Adenomyosis is a benign entity characterised by the heterotopic growth of endometrial glands or stroma into the myometrium with adjacent smooth muscle hyperplasia [1]. Uterine adenomyosis usually manifests as diffuse disease involving the myometrium and the endometrial-myometrial junction, but it may appear as a focal lesion. The location of uterine adenomyosis is commonly intramural and less frequently subserosal [2]. Haemorrhagic and cystic changes in adenomyosis can occur, but are usually small and focal. Some cases have been reported as “cystic adenomyosis” or “adenomyotic cysts” and repeated haemorrhage during menstruation is considered a cause of extensive cyst formation [3,4].

MRI is an accurate, non-invasive modality for diagnosing adenomyosis with a high sensitivity and specificity. On MRI, adenomyosis usually appears as an ill-defined area of low signal intensity, occasionally with internal bright foci on T2 weighted images [5,6]. If the lesion has extensive cystic changes, it is homogeneously hyperintense on T1 weighted images and variable signal intensity on T2 weighted images owing to haemorrhage or proteinaceous fluid [3,7]. Cystic adenomyosis with subserosal growth is extremely rare and may be indistinguishable from uterine tumours, such as subserosal leiomyomas with cystic degeneration or even cystic ovarian tumours [6,8]. In our case, the tumour originated from the uterus on MRI, which was suggestive of a uterine tumour with subserosal growth and haemorrhagic change. Endometrioid adenocarcinoma can rarely arise from adenomyosis [1,2]. Motohara et al [9] reported the course of adenocarcinoma arising from adenomyosis on periodic MRI. They described a gradually enlarging adenomyotic lesion, which had been replaced by a new, poorly demarcated lesion with moderately high signal intensity on T2 weighted images. The malignant change within adenomyosis usually exhibits an infiltrative form and may be difficult to distinguish from typical adenomyosis without malignancy [6]. However, if the malignant change manifests as a discrete mass within adenomyosis, it can be detectable on MRI as in our case. On 18F-FDG PET, FDG generally accumulates in malignant lesions because of high glucose metabolism. Of malignant uterine tumours, cervical cancers, endometrial cancers and uterine sarcomas usually show intense FDG uptake. But FDG can also accumulate in benign uterine lesions such as leiomyomas [10]. In our case, MRI demonstated a subserosal, predominantly cystic mass with solid areas in the uterus. The cystic portion of the tumour was hyperintense on T1 weighted images, which was suggestive of haemorrhagic and/or proteinaceous fluid. These MRI features were similar to uterine tumours, such as subserosal leiomyoma with secondary degeneration.
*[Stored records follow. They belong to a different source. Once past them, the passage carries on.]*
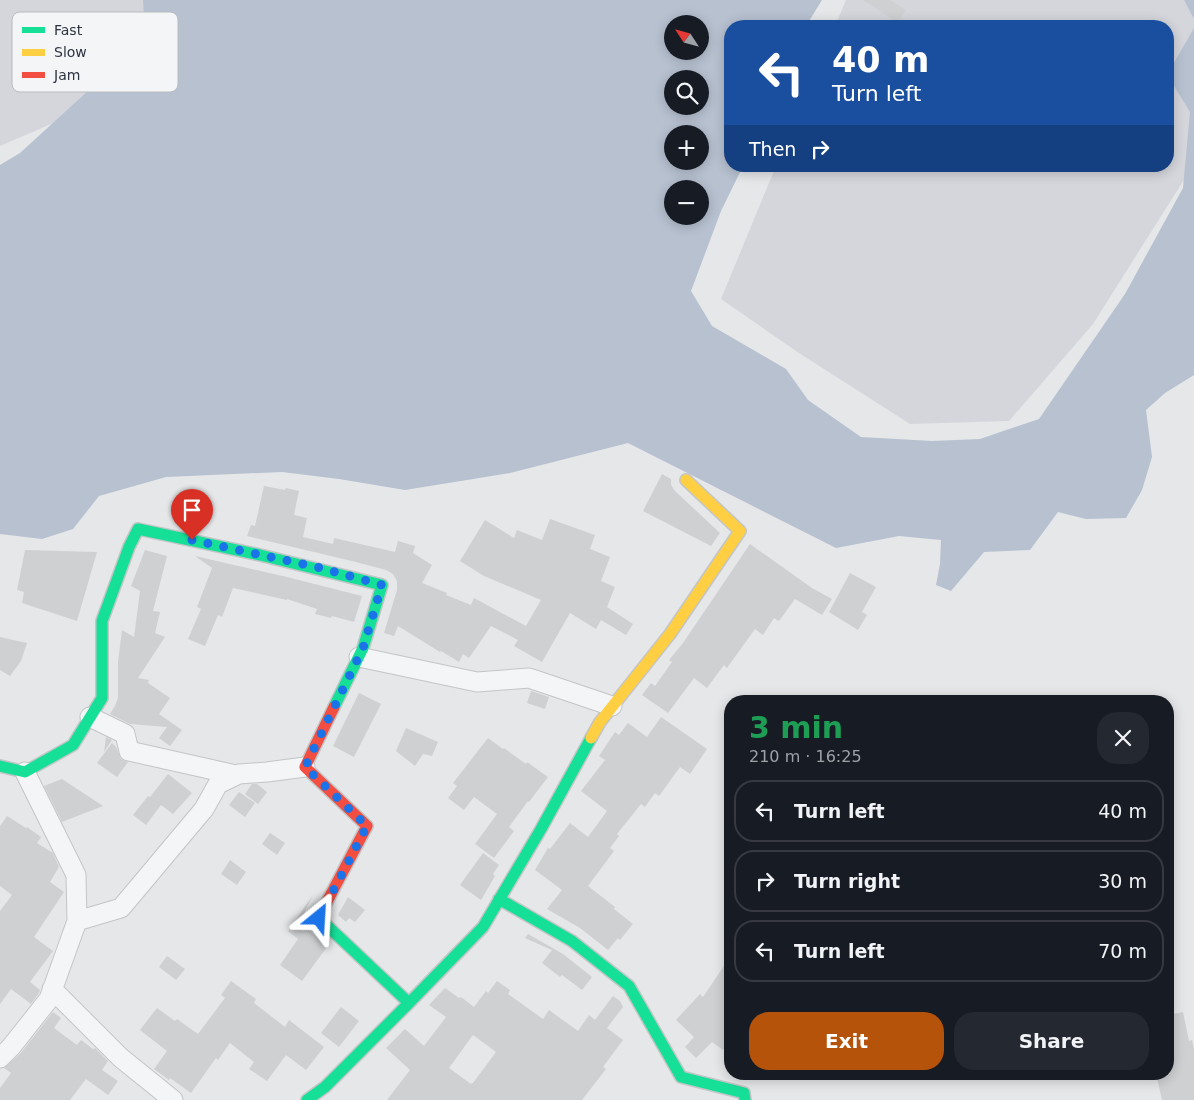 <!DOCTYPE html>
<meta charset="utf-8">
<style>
body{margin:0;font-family:"DejaVu Sans",sans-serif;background:#242831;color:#f1f3f6;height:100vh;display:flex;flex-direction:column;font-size:19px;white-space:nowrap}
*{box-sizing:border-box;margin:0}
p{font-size:16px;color:#9ea1a6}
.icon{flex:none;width:28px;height:28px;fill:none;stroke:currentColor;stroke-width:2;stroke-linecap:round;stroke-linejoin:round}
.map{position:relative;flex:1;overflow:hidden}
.drawer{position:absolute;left:724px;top:695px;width:450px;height:385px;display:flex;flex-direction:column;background:#171b24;border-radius:20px;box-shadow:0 2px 12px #0003}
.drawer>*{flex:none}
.banner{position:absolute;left:724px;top:20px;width:450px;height:152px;border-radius:20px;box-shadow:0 2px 12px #0003;background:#1a4fa0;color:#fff;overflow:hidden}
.needle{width:32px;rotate:306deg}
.fabs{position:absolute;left:664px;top:15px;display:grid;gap:10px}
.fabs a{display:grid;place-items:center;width:45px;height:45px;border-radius:50%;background:#171b24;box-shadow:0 2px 12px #0003;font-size:25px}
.pin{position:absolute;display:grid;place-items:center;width:42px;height:42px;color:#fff;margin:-51px -21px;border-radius:50% 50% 50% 0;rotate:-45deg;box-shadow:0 0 5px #0007}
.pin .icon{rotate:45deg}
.me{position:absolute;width:55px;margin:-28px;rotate:27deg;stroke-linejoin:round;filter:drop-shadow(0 0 4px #0008)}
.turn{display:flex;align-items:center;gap:18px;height:105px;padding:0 25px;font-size:22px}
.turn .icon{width:65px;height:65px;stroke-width:2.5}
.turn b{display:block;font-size:35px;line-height:42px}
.then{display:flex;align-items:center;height:48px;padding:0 25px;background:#0003;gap:10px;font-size:19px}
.round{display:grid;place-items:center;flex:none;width:52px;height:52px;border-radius:20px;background:#242831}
.head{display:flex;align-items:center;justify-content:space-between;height:85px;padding:0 25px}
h1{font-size:30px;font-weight:700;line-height:38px;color:#1e9e55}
.cta{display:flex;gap:10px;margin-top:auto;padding:10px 25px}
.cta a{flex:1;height:58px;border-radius:20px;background:#b45309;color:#fff;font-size:20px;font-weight:700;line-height:58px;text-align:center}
.cta a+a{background:#242831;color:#f1f3f6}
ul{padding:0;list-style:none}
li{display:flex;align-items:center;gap:15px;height:62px;margin:0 10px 8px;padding:0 15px;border:2px solid #363941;border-radius:20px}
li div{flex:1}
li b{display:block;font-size:19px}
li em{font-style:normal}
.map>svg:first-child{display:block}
</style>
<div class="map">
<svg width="1194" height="1100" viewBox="0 0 1194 1100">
<rect width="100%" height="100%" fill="#e5e7e9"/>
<path fill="#d4d6dc" d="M0,0H166L135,88L0,146Z
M846,0H1194V164L1093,324L1009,421L910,424L799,353L721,299L776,166H1168V26H835Z"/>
<path fill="#b7c1d0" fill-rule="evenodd" d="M143,0H822L806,26H730V166H743L721,211L691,291L712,326L786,369L808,400L861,437L932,441L980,439L1039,419L1125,294L1183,188L1190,112L1168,76V73L1194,28V375L1165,393L1146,410L1152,457L1142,490L1126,518L1086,519L1058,512L1030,550L984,552L951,591L936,585L940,564L941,540L899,536L836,548L628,443L510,473L405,490L339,479L282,472L166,477L99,496L73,529L42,539L0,534V165L20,153L101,79L144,18ZM672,24H700V51H672ZM672,79H700V106H672ZM672,134H700V161H672ZM672,189H700V216H672Z
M1184,0H1194V19Z"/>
<path fill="#cfd0d2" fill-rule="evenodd" d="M863,0H890L906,10L898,23Z
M662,474L671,479V485L675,491L720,533L711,546L643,511Z
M264,486L285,490L286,488L299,491L294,515L307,518L303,537L333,544L334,538L395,552L398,541L415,546L413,553L432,565L422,583L447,593L446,595L471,605L474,598L526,626L541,600L484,576L460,561L485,520L514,538L517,530L542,540L550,519L595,535L590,549L610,557L601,581L615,587L607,607L633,624L626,635L601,620L596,629L570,613L542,662L514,646L518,640L491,626L469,658L463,654L459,662L441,651L440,652L398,626L394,636L384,633L397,590V581L393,574L386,570L356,562L247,536L251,525L255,526Z
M750,544L812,588L832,599L822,615L795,599L779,621L774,618L763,635L755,629L727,668L724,665L707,688L694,678L668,713L642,695L651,683L655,686L672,662L669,660L683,643Z
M25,550L97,552L77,621L22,603L24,592L17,590Z
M145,550L167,556L153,611L160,612L155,633L165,637L138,678L149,680L148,683L170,698L159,714L182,730L170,746L159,738L167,727L130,724L110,714L115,706L118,698V662L122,630L134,637L140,591L131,586Z
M195,556L287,577L362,596L354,622L332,616L331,618L315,614L317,609L287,599V600L233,588L222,617L218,615L205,646L188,639L201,609L197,607L212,568Z
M850,573L876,587L862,612L867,615L858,630L829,612Z
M0,637L27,643L21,661L10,676L0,670Z
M531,691L549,697L545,709L527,703Z
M359,693L381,704L354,757L333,746Z
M661,717L707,749L690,774L680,767L659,796L655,793L645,807L641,804L617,834L619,836L610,848L614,851L588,886L615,907L614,909L633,924L620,940L618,938L608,950L580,928L547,909L562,890L535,870L548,848L550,849L570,823L588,837L607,811L581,791L605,760L599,756L615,732L619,735L628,723L647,737Z
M406,728L438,742L432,756L423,754L415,766L396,751Z
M106,737L112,740L104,752Z
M488,738L503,749L504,748L526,764L527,762L548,777L529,802L528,801L509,827L514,831L494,858L475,844L497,814L474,797L464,810L448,798L457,786L453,783Z
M112,743L116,747L121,759L128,762L117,777L97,763Z
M168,774L192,793L173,814L161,805L146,825L133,815L148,796L150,797Z
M62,779L103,806L62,822L44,786Z
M252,784H257L267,792L258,804L245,794Z
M239,792L255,803L245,817L229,805Z
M7,816L26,828L27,827L41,837L37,843L53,853L59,867L50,882L64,892L34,937L53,951L30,982L40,990L39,993L31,1004L11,989L0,1004V911L12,895L0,886V826Z
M270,833L285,843L277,855L262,844Z
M483,853L499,865L493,874L495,876L481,900L460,885Z
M230,860L246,872L237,885L221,874Z
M313,895L305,911L304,921L308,929L327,947L302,981L280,965L298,939L288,931Z
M348,897L365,910L355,922L349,918L346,922L338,915Z
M528,934L563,954L592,977L582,990L562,975L560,977L542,963L552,950L525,938Z
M167,956L185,969L176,980L159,967Z
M730,957V1041L723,1050L712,1042L696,1058L685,1047L694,1037L676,1020L700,994L703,997Z
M231,981L256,999L254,1003L285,1027L289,1020L324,1047L306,1070L286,1055L267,1081L249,1069L254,1062L230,1043L218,1060L216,1058L191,1093L170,1078L169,1080L154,1069L167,1051L140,1030L157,1008L175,1021L177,1019L198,1034L225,998L221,995Z
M497,981L510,990L508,994L543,1019L549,1010L578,1031L589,1015L595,1020L613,996L620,1001L623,1007L607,1028L623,1040L603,1067L606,1069L582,1100H387L410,1070L386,1048L405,1029L424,1046L446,1017L429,1005L445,988L459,998L461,997L474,1007L486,991L488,993ZM473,1035L496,1052L473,1083H472L471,1084L449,1068Z
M341,1007L359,1021L339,1047L321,1033Z
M53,1012L61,1018L54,1028L77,1045L81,1040L93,1049L95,1048L108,1061L102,1070L118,1081L108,1095L86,1079L70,1100H0V1088L11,1073L4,1068L20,1054Z
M1183,1012L1189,1041L1192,1040L1194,1049V1100H1162L1156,1074H1168V1015Z"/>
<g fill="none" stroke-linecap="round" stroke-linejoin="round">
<g stroke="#c3c5c7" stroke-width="21">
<path id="street" d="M359,657L477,682L529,678L612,706
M90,717L125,734L129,751L236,775
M77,921L121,908L204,809L218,784L239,774L267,772L305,767
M52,989L121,1058L173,1100
M0,1058L11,1047L49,999L77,921L76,875L25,772"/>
</g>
<g stroke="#c3c5c7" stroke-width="14">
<path id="fast" d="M0,766L25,772L73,745L102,698V621L129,547L138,529L260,555L382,585L363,648L334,707
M499,899L572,941L629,986L681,1077L744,1093L745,1100
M409,1003L483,927L541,829L591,738
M307,1100L325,1087L409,1003L319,918L321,913"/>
</g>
<g stroke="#c3c5c7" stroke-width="14">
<path id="slow" d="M591,738L600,722L670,634L740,531L686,480"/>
</g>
<g stroke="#c3c5c7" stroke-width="14">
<path id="jam" d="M321,913L367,826L305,767L334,707"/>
</g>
<use href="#street" stroke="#f4f5f6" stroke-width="19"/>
<use href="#fast" stroke="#16e098" stroke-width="11"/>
<use href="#slow" stroke="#ffcf43" stroke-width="11"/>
<use href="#jam" stroke="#f24e42" stroke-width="11"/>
</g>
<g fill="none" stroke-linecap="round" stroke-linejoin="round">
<path stroke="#1a73e8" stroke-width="9" stroke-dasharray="0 16.2" d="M192,540L321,568L382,585L363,648L305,767L367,826L319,918"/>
</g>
<rect x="12" y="12" width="166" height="80" rx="8" fill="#f3f5f7" stroke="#b8bbc0" stroke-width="1"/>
<rect x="22" y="27" width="23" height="6" fill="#16e098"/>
<rect x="22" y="49" width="23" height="7" fill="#ffcf43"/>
<rect x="22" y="72" width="23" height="6" fill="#f24e42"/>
<g font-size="14" fill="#2d3340">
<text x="54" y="35">Fast</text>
<text x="54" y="57">Slow</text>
<text x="54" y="80">Jam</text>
</g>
</svg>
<div class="fabs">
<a><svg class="needle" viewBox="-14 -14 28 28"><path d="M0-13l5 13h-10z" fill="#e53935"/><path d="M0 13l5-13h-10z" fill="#9ea1a6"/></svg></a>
<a><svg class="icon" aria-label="search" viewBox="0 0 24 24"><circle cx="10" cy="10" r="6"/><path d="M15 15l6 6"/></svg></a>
<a>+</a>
<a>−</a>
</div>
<div class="pin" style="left:192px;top:540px;background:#d93025"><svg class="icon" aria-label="arrive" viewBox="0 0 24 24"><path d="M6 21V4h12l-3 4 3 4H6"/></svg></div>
<svg class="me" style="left:319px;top:918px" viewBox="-20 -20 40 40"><path d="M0-17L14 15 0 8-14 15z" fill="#1a73e8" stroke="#fff" stroke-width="4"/></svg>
<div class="banner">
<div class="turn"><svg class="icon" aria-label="left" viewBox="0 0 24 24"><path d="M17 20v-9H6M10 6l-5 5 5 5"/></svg><div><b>40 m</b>Turn left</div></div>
<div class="then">Then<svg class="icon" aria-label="right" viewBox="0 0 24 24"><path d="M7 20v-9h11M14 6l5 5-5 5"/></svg></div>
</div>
<section class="drawer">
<div class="head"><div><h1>3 min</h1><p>210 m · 16:25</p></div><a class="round"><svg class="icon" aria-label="close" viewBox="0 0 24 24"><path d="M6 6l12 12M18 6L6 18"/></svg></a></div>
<ul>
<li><svg class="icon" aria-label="left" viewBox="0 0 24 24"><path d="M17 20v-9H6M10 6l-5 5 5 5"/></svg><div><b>Turn left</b></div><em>40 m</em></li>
<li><svg class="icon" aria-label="right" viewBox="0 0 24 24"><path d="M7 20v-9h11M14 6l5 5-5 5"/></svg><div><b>Turn right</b></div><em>30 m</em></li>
<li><svg class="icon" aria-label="left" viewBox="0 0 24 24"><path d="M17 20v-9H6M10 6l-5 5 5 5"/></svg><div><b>Turn left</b></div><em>70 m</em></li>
</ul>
<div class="cta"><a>Exit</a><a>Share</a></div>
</section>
</div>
However, the solid areas of the mass were enhanced on Gd-enhanced T1 weighted images and hypointense on the ADC map, and showed a focal hypermetabolism on 18F-FDG PET-CT which was suggestive of a malignant portion.
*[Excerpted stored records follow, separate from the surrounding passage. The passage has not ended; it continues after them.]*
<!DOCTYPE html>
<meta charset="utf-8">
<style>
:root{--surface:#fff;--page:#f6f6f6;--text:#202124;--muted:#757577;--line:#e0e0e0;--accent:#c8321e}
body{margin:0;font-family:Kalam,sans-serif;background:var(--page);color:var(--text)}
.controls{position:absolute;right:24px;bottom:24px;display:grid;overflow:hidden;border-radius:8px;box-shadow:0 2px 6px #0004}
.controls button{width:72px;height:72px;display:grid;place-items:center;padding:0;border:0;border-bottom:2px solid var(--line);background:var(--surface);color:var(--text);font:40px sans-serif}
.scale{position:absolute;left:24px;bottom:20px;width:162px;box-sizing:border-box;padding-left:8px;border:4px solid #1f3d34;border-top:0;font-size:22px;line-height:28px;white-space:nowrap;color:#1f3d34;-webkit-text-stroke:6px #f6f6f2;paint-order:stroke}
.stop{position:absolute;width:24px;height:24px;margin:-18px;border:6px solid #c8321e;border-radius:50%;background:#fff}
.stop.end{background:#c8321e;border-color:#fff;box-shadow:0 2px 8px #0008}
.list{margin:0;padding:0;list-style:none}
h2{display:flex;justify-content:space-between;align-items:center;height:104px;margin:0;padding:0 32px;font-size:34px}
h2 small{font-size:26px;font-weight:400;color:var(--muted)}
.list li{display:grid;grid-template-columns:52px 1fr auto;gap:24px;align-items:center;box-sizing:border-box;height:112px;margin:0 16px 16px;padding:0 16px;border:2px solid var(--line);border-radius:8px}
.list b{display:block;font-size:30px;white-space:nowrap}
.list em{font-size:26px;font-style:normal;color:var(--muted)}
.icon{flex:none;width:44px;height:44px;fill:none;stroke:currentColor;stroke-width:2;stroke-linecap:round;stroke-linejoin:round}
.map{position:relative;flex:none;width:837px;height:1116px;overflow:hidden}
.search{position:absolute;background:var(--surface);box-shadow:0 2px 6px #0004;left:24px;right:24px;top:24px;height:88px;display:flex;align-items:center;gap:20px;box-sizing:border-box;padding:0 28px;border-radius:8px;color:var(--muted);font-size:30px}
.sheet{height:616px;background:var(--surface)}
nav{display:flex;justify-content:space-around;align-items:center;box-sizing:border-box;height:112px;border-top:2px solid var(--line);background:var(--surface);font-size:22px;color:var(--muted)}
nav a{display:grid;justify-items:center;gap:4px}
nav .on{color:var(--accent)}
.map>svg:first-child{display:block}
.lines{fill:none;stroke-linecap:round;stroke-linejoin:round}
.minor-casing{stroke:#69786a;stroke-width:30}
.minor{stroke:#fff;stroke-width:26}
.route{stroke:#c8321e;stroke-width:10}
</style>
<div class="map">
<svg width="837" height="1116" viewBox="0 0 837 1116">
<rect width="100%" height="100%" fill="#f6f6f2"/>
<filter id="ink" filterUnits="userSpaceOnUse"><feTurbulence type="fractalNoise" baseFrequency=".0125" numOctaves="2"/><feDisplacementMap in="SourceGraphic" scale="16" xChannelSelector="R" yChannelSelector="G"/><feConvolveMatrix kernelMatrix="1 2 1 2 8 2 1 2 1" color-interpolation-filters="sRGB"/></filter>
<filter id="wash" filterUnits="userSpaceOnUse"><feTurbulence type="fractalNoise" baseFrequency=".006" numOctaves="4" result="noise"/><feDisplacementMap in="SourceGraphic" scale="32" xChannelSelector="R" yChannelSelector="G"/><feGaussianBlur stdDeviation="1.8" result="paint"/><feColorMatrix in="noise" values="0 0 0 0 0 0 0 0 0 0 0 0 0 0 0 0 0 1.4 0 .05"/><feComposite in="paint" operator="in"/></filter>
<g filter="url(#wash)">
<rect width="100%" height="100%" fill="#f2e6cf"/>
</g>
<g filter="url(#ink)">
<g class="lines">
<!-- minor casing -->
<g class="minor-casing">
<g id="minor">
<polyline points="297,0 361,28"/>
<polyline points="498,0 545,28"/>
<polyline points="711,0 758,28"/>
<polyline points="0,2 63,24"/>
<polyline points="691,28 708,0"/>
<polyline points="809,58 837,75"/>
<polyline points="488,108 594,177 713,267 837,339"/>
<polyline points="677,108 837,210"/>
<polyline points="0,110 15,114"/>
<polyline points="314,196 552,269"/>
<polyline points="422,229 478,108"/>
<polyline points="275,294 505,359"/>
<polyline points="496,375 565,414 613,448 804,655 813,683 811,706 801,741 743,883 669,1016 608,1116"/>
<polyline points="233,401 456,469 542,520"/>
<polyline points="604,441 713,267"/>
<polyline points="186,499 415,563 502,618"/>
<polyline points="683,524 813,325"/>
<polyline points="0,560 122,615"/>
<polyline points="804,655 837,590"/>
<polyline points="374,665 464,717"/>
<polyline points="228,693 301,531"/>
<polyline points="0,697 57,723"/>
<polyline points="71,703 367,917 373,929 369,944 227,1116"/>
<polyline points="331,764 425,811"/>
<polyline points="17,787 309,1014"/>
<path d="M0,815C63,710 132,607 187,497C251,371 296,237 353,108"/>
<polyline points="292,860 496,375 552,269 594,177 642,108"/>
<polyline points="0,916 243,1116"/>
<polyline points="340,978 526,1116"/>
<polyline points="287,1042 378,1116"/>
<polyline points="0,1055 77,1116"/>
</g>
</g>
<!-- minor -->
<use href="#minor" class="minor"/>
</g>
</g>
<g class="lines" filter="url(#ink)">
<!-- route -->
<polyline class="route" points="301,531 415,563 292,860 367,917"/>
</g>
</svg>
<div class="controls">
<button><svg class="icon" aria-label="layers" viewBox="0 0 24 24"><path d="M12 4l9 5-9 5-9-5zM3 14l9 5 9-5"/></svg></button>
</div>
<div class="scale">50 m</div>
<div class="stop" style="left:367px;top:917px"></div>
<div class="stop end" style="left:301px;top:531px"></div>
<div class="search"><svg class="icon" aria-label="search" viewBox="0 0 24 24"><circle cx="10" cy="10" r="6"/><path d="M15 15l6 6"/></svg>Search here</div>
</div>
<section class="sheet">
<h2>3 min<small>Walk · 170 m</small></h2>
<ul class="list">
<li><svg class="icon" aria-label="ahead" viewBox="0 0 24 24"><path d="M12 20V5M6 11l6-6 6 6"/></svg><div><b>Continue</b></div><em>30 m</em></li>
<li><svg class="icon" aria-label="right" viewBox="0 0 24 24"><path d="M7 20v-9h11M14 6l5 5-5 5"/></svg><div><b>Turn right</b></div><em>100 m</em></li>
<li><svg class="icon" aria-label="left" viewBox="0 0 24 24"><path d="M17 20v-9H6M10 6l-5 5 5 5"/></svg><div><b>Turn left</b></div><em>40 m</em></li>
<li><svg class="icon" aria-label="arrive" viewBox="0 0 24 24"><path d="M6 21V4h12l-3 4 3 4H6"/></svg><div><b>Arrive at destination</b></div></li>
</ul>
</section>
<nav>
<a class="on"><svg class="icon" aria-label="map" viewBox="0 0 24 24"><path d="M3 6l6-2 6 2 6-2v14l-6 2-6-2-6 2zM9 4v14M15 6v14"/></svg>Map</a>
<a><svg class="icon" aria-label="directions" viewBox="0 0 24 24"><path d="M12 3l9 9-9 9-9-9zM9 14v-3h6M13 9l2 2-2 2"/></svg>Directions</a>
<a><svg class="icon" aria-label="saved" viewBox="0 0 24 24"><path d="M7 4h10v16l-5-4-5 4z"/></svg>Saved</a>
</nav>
This case is a rare example of a large subserosal cystic adenomyosis with malignant change, but its importance lies in the unusual growth features as well as the imaging findings of the tumour on MRI and PET-CT. Although this seems an exceptionally rare case, focal, unusual solid areas within an exophytic, predominantly cystic mass in the uterus should be regarded with suspicion of endometrioid adenocarcinoma arising from subserosal cystic adenomyosis.